• [WHAT TO WORK ON]
If a line in the material below has the string "scale", copy it out.

• [PROVIDED MATERIAL]
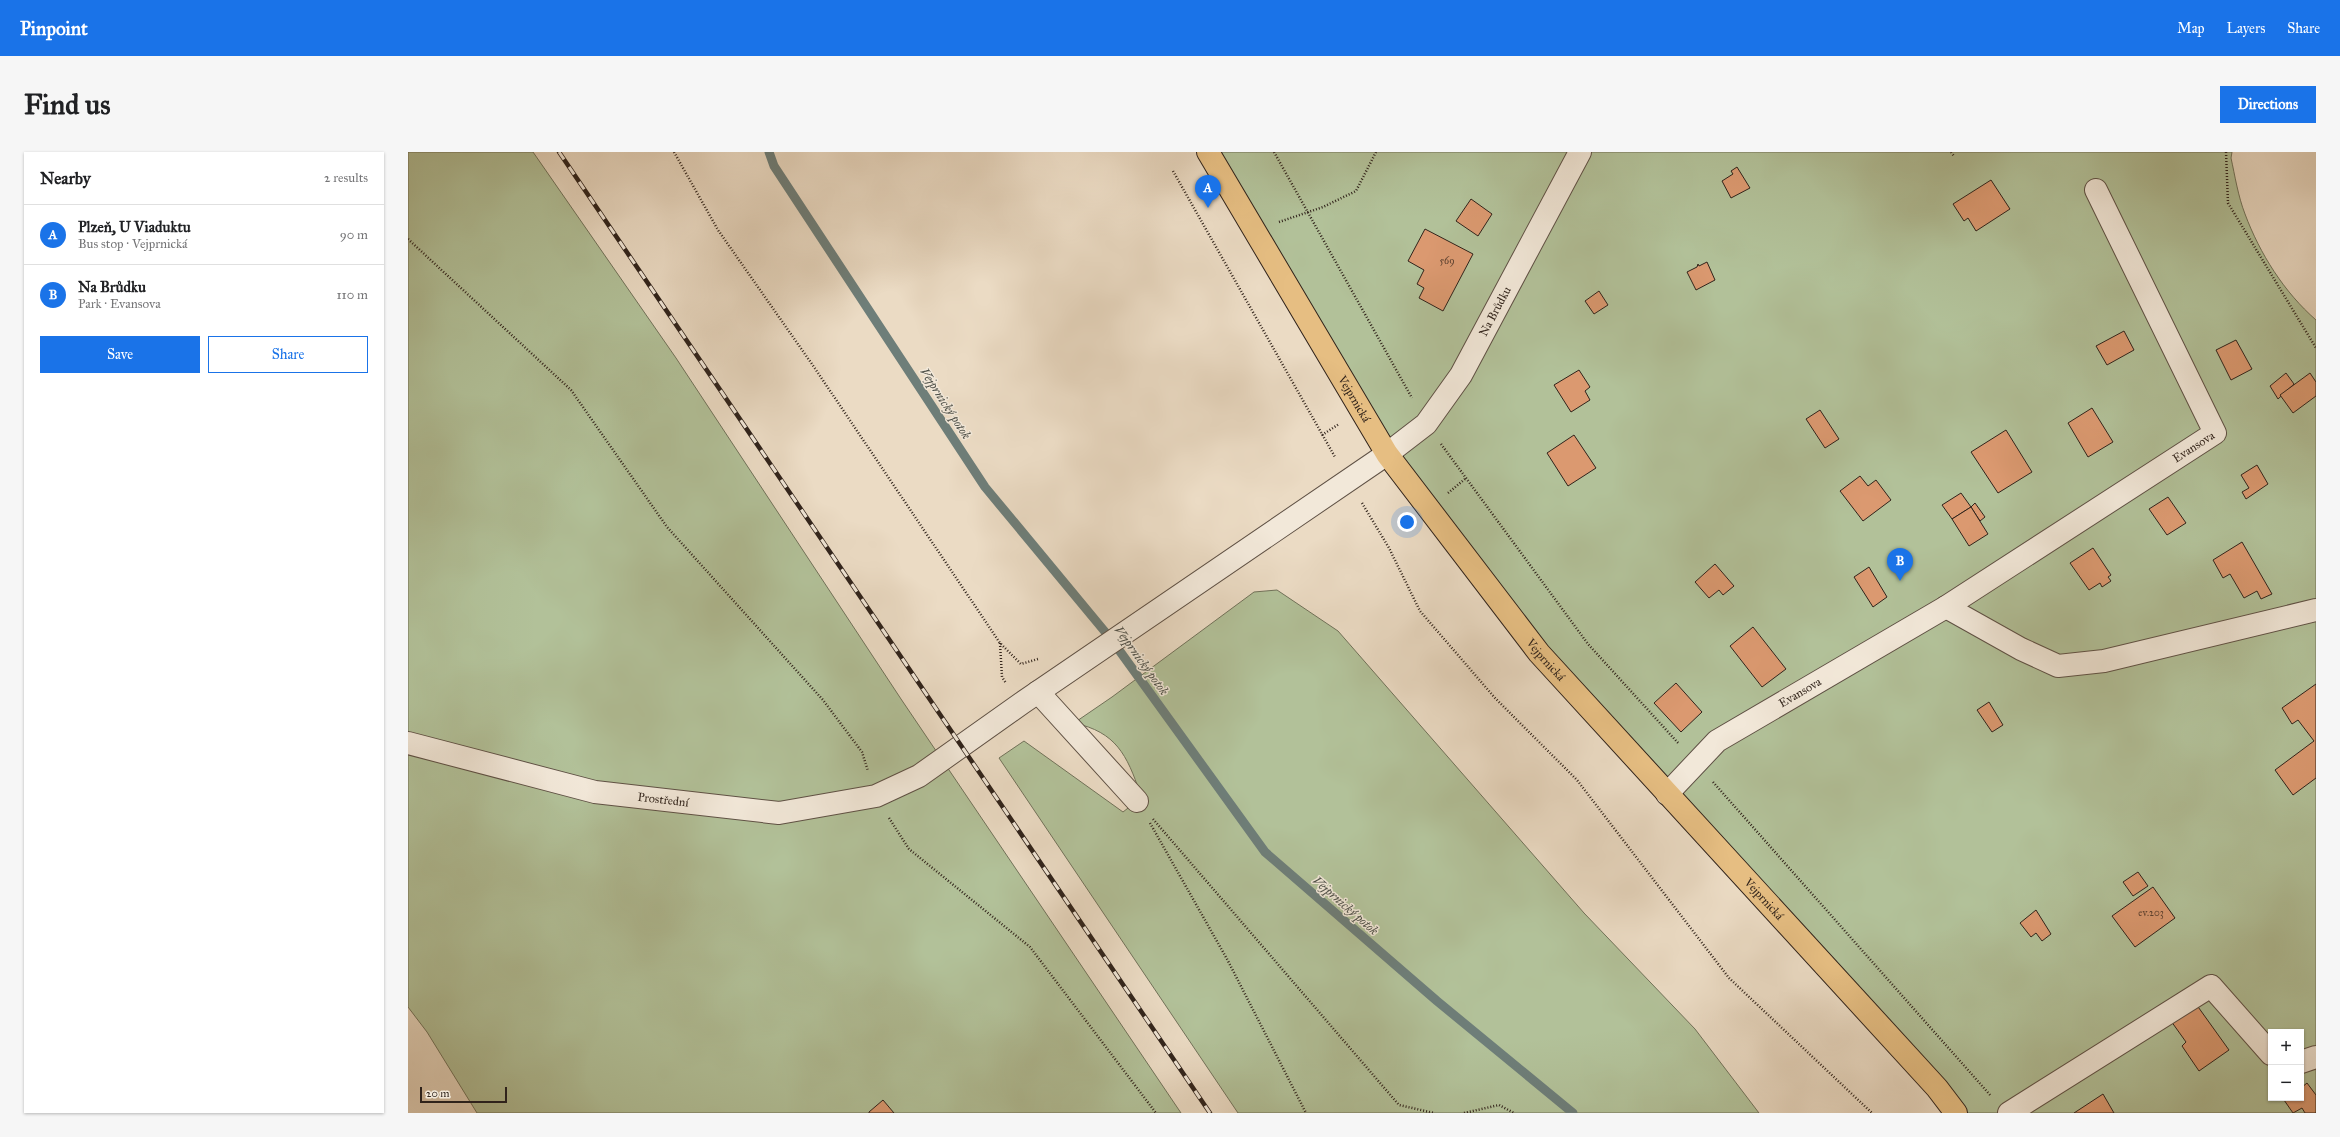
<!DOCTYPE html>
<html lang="en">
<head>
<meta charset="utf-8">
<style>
  body { margin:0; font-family:"IM FELL Great Primer",serif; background:#f6f6f6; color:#202124 }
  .controls { position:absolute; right:12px; bottom:12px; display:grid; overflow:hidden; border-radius:0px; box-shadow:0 1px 3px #0004 }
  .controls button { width:36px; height:36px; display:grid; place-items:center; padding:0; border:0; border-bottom:1px solid #e0e0e0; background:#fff; color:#202124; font:20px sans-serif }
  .scale { position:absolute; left:12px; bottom:10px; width:87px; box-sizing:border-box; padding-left:4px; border:2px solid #30231b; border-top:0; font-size:11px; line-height:14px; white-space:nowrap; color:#30231b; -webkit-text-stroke:3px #f2e8d9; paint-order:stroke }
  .you { position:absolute; left:999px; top:370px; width:14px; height:14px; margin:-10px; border:3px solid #fff; border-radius:50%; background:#1a73e8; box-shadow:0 0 0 6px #1a73e833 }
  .badge { display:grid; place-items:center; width:26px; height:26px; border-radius:50%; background:#1a73e8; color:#fff; font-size:13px; font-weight:700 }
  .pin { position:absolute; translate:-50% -33px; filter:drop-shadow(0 1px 2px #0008) }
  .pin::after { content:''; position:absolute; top:21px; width:14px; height:12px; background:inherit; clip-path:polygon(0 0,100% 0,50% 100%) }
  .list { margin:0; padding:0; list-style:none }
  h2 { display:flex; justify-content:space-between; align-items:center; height:52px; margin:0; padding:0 16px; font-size:17px }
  h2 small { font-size:13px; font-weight:400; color:#757577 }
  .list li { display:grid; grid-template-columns:26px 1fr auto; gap:12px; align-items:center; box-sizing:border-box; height:60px; padding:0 16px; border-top:1px solid #e0e0e0 }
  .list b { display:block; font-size:15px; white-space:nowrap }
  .list p { margin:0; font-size:13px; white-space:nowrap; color:#757577 }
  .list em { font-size:13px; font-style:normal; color:#757577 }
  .actions { display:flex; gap:8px; padding:12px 16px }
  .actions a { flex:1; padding:9px 0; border:1px solid #1a73e8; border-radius:0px; text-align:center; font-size:14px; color:#1a73e8 }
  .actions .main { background:#1a73e8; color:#fff }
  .map { position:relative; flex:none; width:1908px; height:961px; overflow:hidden; border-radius:0px }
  header { display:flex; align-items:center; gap:24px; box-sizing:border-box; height:56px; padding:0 20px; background:#1a73e8; color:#fff }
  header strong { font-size:19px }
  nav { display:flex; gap:22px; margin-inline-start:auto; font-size:14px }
  .intro { display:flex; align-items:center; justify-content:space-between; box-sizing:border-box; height:96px; padding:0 24px }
  h1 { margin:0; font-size:28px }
  .button { padding:10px 18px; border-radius:0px; background:#1a73e8; color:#fff; font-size:14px; font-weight:700 }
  main { display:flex; gap:24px; padding:0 24px }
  aside { flex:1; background:#fff; border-radius:0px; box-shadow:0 1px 3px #0004 }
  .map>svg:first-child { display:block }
  .green { fill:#b2c199; stroke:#71725a; fill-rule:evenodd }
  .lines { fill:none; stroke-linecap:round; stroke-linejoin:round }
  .stream { stroke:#6e7e79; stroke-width:9 }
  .building { fill:#db9970; stroke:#30231b }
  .minor-casing { stroke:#5f5145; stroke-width:24 }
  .major-casing { stroke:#30231b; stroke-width:24 }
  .path { stroke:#30231b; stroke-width:2.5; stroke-dasharray:1 2; stroke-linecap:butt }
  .minor { stroke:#f2e8d9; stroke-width:22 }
  .major { stroke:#e6be82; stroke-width:22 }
  .rail-casing { stroke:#30231b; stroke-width:4.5 }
  .rail { stroke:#f2e8d9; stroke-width:3; stroke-dasharray:9; stroke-linecap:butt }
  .labels { text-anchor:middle; stroke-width:3; stroke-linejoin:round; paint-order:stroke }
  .number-label { font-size:10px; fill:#5b4030 }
  .street-label { font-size:12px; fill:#30231b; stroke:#f2e8d9 }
  .water-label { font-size:13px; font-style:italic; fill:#4f514a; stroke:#f2e8d9 }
</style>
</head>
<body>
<header>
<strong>Pinpoint</strong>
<nav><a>Map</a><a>Layers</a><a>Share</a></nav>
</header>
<div class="intro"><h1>Find us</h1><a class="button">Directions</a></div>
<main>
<aside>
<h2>Nearby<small>2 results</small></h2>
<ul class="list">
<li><span class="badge">A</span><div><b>Plzeň, U Viaduktu</b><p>Bus stop · Vejprnická</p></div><em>90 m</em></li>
<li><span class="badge">B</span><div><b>Na Brůdku</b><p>Park · Evansova</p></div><em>110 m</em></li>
</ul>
<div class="actions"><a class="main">Save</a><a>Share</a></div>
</aside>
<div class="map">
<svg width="1908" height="961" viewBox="0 0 1908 961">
  <rect width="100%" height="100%" fill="#ebdbc4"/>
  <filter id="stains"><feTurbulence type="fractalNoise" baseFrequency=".005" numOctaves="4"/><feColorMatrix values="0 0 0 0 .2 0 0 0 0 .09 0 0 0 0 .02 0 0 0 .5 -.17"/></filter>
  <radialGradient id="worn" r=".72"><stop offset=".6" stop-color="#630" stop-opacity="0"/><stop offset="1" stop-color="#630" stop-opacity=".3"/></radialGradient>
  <!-- green -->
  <g class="green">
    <polygon points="0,0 125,0 268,206 493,547 773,961 69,961 19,880 0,855"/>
    <path d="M 800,0 L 1824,0 L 1823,6 C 1827,24 1830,44 1837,62 C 1852,102 1876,140 1908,168 L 1908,961 L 1548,961 L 1259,642 L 1020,356 ZM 1863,880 L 1893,880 L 1893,946 L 1863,946 Z"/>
    <path d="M 869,438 L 930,479 L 1176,761 L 1287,877 L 1351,961 L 830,961 L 591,606 L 616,589 L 715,660 L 729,649 L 732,641 C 719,603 708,580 666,571 L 704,545 L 846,440 Z"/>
  </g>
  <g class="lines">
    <!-- stream -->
    <polyline class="stream" points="361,0 366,14 577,335 703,487 857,700 1029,849 1165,961"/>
  </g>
  <!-- building -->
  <g class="building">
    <polygon points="1329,15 1342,36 1323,46 1314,29 1325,22 1323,19"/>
    <polygon points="1583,28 1602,57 1568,79 1560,66 1556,69 1545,52"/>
    <polygon points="1063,47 1084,62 1070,84 1048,69"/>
    <polygon points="1017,77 1065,102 1035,159 1011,146 1016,136 1009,132 1016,118 1000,109"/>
    <polygon points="1299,110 1307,128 1288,138 1279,120 1289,115 1290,112 1291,114"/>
    <polygon points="1191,139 1200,153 1186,162 1177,149"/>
    <polygon points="1716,179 1726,198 1699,213 1688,194"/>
    <polygon points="1828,188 1844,217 1823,228 1808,198"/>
    <polygon points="1171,218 1182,235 1177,239 1182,248 1163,260 1146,233"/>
    <polygon points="1878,221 1886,232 1870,247 1862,234"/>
    <polygon points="1902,221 1908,230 1908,244 1885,261 1872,243"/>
    <polygon points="1684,256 1705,290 1680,305 1660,271"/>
    <polygon points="1412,258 1431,287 1417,296 1398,267"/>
    <polygon points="1598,278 1624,320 1590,341 1563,300"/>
    <polygon points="1166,283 1188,316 1160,334 1139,301"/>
    <polygon points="1849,313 1860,332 1838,347 1834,340 1841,336 1833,323"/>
    <polygon points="1452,324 1460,334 1468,328 1483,348 1455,369 1432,339"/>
    <polygon points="1553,341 1563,355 1544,367 1534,353"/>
    <polygon points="1760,345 1778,371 1759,383 1741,357"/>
    <polygon points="1567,351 1577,365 1572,369 1563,355"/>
    <polygon points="1563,355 1580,382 1561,394 1544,367"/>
    <polygon points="1834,390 1864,442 1853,447 1849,439 1836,446 1822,422 1815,426 1805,408"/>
    <polygon points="1685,396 1703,423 1700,425 1703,429 1694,435 1692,431 1681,438 1662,411"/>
    <polygon points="1307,412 1326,434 1315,443 1311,438 1301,446 1287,430"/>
    <polygon points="1461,415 1479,445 1465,455 1446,425"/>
    <polygon points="1345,475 1378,517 1354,535 1322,494"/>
    <polygon points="1268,531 1294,560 1273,580 1246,551"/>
    <polygon points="1908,532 1908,626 1885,643 1867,618 1906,589 1890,568 1884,572 1874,556"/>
    <polygon points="1581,550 1595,573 1584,580 1569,558"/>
    <polygon points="1730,720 1740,734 1725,744 1715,730"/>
    <polygon points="1745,735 1767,766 1727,795 1704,764"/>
    <polygon points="1628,758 1643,782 1634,789 1628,781 1623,785 1612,771"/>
    <polygon points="1788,852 1821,898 1791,919 1774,894 1778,890 1763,869"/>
    <polygon points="1899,931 1908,943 1908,961 1897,961 1894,956 1885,961 1876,948 1879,946 1893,946 1893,936"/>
    <polygon points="1695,942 1706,961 1666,961"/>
    <polygon points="475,948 486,961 461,961 461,960"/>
  </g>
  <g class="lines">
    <defs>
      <g id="minor">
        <polyline points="1538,455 1613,497 1650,514 1696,509 1908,458"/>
        <polyline points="630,540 729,649"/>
        <path id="s1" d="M 0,591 L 187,640 L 371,661 L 468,644 L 511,624 L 614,551 L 979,302 L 1018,272 L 1053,223 L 1172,0"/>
        <path id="s2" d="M 1259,642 L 1309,589 L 1538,455 L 1807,281 L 1688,38"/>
        <polyline points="1893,910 1908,905"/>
        <polyline points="1601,961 1803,834 1863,902"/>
      </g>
      <g id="major">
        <path id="s3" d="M 800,0 L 979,302 L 1131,501 L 1529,936 L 1548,961"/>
      </g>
    </defs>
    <!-- minor casing -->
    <use href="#minor" class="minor-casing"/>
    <!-- major casing -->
    <use href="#major" class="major-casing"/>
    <!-- path -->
    <g class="path">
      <polyline points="266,0 310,78 406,215 592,491 613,512 630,507"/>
      <polyline points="866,0 1004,246"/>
      <polyline points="1543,0 1546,4"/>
      <polyline points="1818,0 1820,51 1908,196"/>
      <polyline points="765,19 927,305"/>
      <polyline points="871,70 915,55 948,39 968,0"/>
      <polyline points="0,87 163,238 259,375 415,548 454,600 460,619"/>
      <polyline points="914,283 931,272"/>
      <polyline points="1033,292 1180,492 1271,592"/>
      <polyline points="1040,341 1057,327"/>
      <polyline points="954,351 981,396 1012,459 1087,546 1169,628 1321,826 1464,961"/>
      <polyline points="592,491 594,525 598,531"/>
      <polyline points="1305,630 1583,944"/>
      <polyline points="481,666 501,697 622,795 748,961"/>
      <polyline points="745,667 991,953 1026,961"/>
      <polyline points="742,671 819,807 898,961"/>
      <polyline points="1056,961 1091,953 1106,961"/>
    </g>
    <!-- minor -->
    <use href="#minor" class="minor"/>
    <!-- major -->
    <use href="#major" class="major"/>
    <defs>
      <polyline id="rail" points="151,0 802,961"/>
    </defs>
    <!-- rail casing -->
    <use href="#rail" class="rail-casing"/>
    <!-- rail -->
    <use href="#rail" class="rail"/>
  </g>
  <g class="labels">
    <!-- number labels -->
    <g class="number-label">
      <text x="1039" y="112">569</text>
      <text x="1743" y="764">ev.203</text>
    </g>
    <!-- street labels -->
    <g class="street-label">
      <text dy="4" stroke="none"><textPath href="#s1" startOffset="1274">Na Brůdku</textPath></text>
      <text dy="4" stroke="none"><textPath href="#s3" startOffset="287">Vejprnická</textPath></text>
      <text dy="4" stroke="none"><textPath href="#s2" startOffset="633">Evansova</textPath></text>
      <text dy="4" stroke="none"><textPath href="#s3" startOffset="611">Vejprnická</textPath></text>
      <text dy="4" stroke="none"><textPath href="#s2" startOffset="169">Evansova</textPath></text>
      <text dy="4" stroke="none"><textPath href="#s1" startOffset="262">Prostřední</textPath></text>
      <text dy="4" stroke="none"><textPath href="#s3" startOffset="935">Vejprnická</textPath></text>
    </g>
    <!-- water labels -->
    <g class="water-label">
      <text transform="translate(538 251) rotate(57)" y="5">Vejprnický potok</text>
      <text transform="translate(734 508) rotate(54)" y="5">Vejprnický potok</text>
      <text transform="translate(938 753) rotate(41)" y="5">Vejprnický potok</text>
    </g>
  </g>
  <rect width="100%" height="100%" filter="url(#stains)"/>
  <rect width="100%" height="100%" fill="url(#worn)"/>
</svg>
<div class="controls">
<button>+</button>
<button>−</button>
</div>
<div class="scale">20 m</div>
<div class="you"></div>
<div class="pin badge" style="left:800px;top:56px">A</div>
<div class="pin badge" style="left:1492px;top:429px">B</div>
</div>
</main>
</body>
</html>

• [RESULT OF THIS TASK]
  .scale { position:absolute; left:12px; bottom:10px; width:87px; box-sizing:border-box; padding-left:4px; border:2px solid #30231b; border-top:0; font-size:11px; line-height:14px; white-space:nowrap; color:#30231b; -webkit-text-stroke:3px #f2e8d9; paint-order:stroke }
<div class="scale">20 m</div>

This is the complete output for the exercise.